Overpriced lukewarm hot dogs; slabs of rock salmon and perhaps the odd jellied eel tossed in...
Since 1927 when Entry Badge won the inaugural running of the Greyhound Derby at White City, greyhound racing has neither pitched its base nor pinnacle on a fine dining experience, but Towcester now offers a commendable choice.
Racecourse MD Kevin Ackerman can quite rightly reflect with pride and satisfaction as the clock winds down to Saturday night’s Derby final, the first to be staged outside London after a tradition brought up at White City and Wimbledon, while Haringey staged a solitary showpiece during the war in 1940.
Whatever your given take on greyhound racing, the Towcester achievement is astonishing.
Barely two and a half years after its floodlights first switched on and swathes of green light filtered across the county on a sharp December Saturday night, punters will head to south Northamptonshire in droves from all over the country and Ireland to support the 500m event which has hauled the sport up from the pits.
Top of the hierarchy?
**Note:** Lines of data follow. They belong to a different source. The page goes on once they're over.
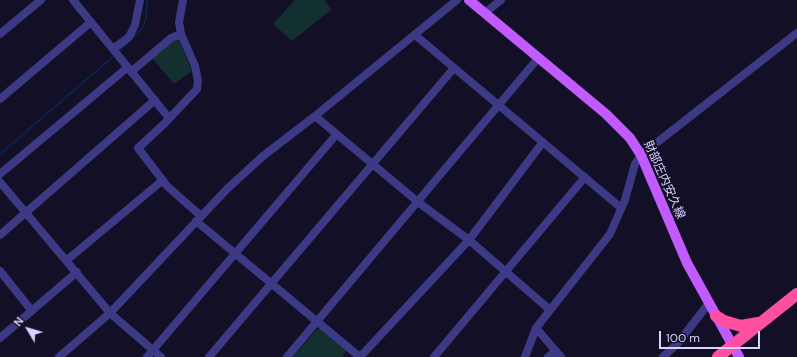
<!DOCTYPE html>
<html>
<head>
<meta charset="utf-8">
<style>
	body { margin:0 }
	#map { position:relative; width:797px; height:357px; overflow:hidden; background:#130f26; font-family:"DM Sans",sans-serif }
	canvas { display:block }
	.north { position:absolute; left:8px; top:309px; width:40px; height:40px; -webkit-text-stroke:3px #130f26; paint-order:stroke; rotate:308deg; font-size:11px; font-weight:700; line-height:16px; text-align:center; color:#d9d4ff }
	.north::after { content:''; display:block; margin:auto; width:14px; height:18px; background:#d9d4ff; clip-path:polygon(50% 0,100% 100%,50% 72%,0 100%) }
	.scale { position:absolute; left:659px; top:331px; width:101px; height:18px; box-sizing:border-box; border:2px solid #d9d4ff; border-top:0; padding-left:5px; font-size:12px; line-height:14px; white-space:nowrap; color:#d9d4ff; -webkit-text-stroke:3px #130f26; paint-order:stroke }
</style>
</head>
<body>
<div id="map">
<canvas width="797" height="357"></canvas>
<div class="north">N</div>
<div class="scale">100 m</div>
</div>
<script>
const context = document.querySelector('canvas').getContext('2d');
context.lineJoin = 'round';
function fillPath(path, color) {
  context.fillStyle = color;
  context.fill(path, 'evenodd');
}
function shape(rows) {
  const path = new Path2D();
  for (const r of rows) {
    path.moveTo(r[0], r[1]);
    for (let i = 2; i < r.length; i += 2) path.lineTo(r[i], r[i + 1]);
  }
  return path;
}
function trace(path, color, width, dash) {
  context.strokeStyle = color;
  context.lineWidth = width;
  context.lineCap = dash ? 'butt' : 'round';
  context.setLineDash(dash || []);
  context.stroke(path);
}
function drawText(font, color, halo, rows, align = 'center') {
  context.font = font + ' "DM Sans","Noto Sans JP",sans-serif';
  context.lineWidth = 4;
  context.setLineDash([]);
  context.textBaseline = 'middle';
  context.strokeStyle = halo;
  context.fillStyle = color;
  for (const [text, x, y, turn = 0] of rows) {
    context.save();
    context.translate(x, y);
    context.rotate((+turn || 0) * Math.PI / 180);
    context.textAlign = isNaN(turn) ? turn : align;
    if (halo) context.strokeText(text, 0, 0);
    context.fillText(text, 0, 0);
    context.restore();
  }
}
const green = shape([
	[295,0,325,0,331,10,292,41,273,24],
	[178,38,192,71,174,84,151,57],
	[320,328,347,350,342,357,293,357,317,329]
]);
const stream = shape([
	[118,52,142,29,146,18,147,0],
	[0,154,115,55]
]);
const minor = shape([
	[73,0,169,118],
	[183,0,179,22,181,34,195,66,198,81,197,89,165,123,138,148,167,186,201,216],
	[485,13,501,0],
	[0,34,41,0],
	[415,35,620,207],
	[113,49,129,37,135,25,140,0],
	[131,72,171,38,181,34],
	[0,99,91,22],
	[315,116,418,202,469,240,549,309],
	[0,174,128,67],
	[0,182,110,313,161,357],
	[196,221,360,357],
	[0,235,155,100],
	[67,260,163,180],
	[0,271,32,311],
	[536,328,561,357],
	[0,338,77,272],
	[59,357,110,313,227,189,263,156,315,116,457,0],
	[147,357,336,135],
	[209,357,454,68],
	[287,357,539,57],
	[360,357,469,240,543,142],
	[434,357,585,177],
	[525,357,536,328,610,234,625,200,635,164,641,155,797,33],
	[548,357,556,351],
	[663,357,678,343,709,303]
]);
const major = shape([
	[469,0,606,114,630,138,641,155,687,263,739,357]
]);
const highway = shape([
	[716,316,724,321,741,326,758,323],
	[718,357,797,294]
]);
const streetNames = [
	["財部庄内安久線",664,180,66]
];
fillPath(green, '#12302f');
trace(stream, '#0c2248', 2);
trace(minor, '#3d3a85', 8);
trace(major, '#c25bff', 10);
trace(highway, '#ff4fa3', 12);
drawText('12px', '#d9d4ff', '#130f26', streetNames);
</script>
</body>
</html>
Maybe that should read ‘hare-archy but we know what we mean.
In the early days of the enterprise Ackerman ambitiously labelled the racecourse ‘The Royal Ascot’ of the greyhound world yet after a relatively short spell it has become Wembley, Twickenham and Lord’s rolled into one.
Racecourse owner Lord Hesketh and Northampton girl and Radio One DJ Jo Whiley are among those who will descend to see whether favourite Clares Rocket can justify the hype or whether other market leaders Tyrur Shay and Hiya Butt can overhaul Graham Holland’s Irish trained star which is unbeaten in all five starts in the competition.
Tyrur Shay will again emerge from trap five, as he did last Saturday.
Long shots are not unprecedented in the Derby final and happen close to home.
Three years ago Bruno Berwick sent Salad Dodger from his Little Harrowden kennels to clinch a 14/1 success at Wimbledon (although he had been backed at 500/1) and in the modern age 25/1 winners have included Kinda Ready (2009), Tartan Khan (1975) and Duleek Dandy (1960).
So there is hope for the others, namely: Droopys Acrobat, Astute Missile and Murrys Act.
Although connections of Clares Rocket know he will burst from trap three on Saturday in a draw made in the immediate aftermath of Saturday’s semi-final, nobody is taking anything for granted, especially as third favourite Hiya Butt will again spring from trap one to try to deliver another pillar to post success, with Droopys Acrobat sandwiched in between.
It is an attitude shared by Ackerman surveying the overall picture of greyhound racing at Towcester.
He said: “There is a lot of hard work still to be done, but our team at Towcester has been tremendous.
“Once you believe in something and move on towards the right result, all the hard work seems to be worthwhile.”
Ackerman’s partnership with Lord Hesketh in delivering the Greyhound Derby at Towcester’s door after the closure of Wimbledon in March did not stem from an historic love affair with the sport.
He recalled: “I was at a greyhound fixture on a night out about seven years ago with a group of golfing mates and without naming names, the service and quality was of a poor standard.
“The food was average at best while the waitress was more interested in texting her boyfriend.
“I thought this was a service which could be improved at Towcester.”
Ackerman added: “One of the real differences with greyhound racing is that everyone predominantly buys into a dog with the dream of winning the Greyhound Derby.
“Of course you are also working on a smaller budget. In horse racing there is a greater variety of targets.”
Sponsor Star Sports has been a big backer of the event and the niche market bookmaker has an MD in Ben Keith who is fully hands-on, flying in by helicopter last week with ITV Racing pundit Matt Chapman from Royal Ascot.
Derby night action starts at 6.30pm on Saturday with a full supporting card including the Plate, for which Kevin Hutton’s Dorotas Wildcat will be a warm order after overcoming a slow start to score last weekend.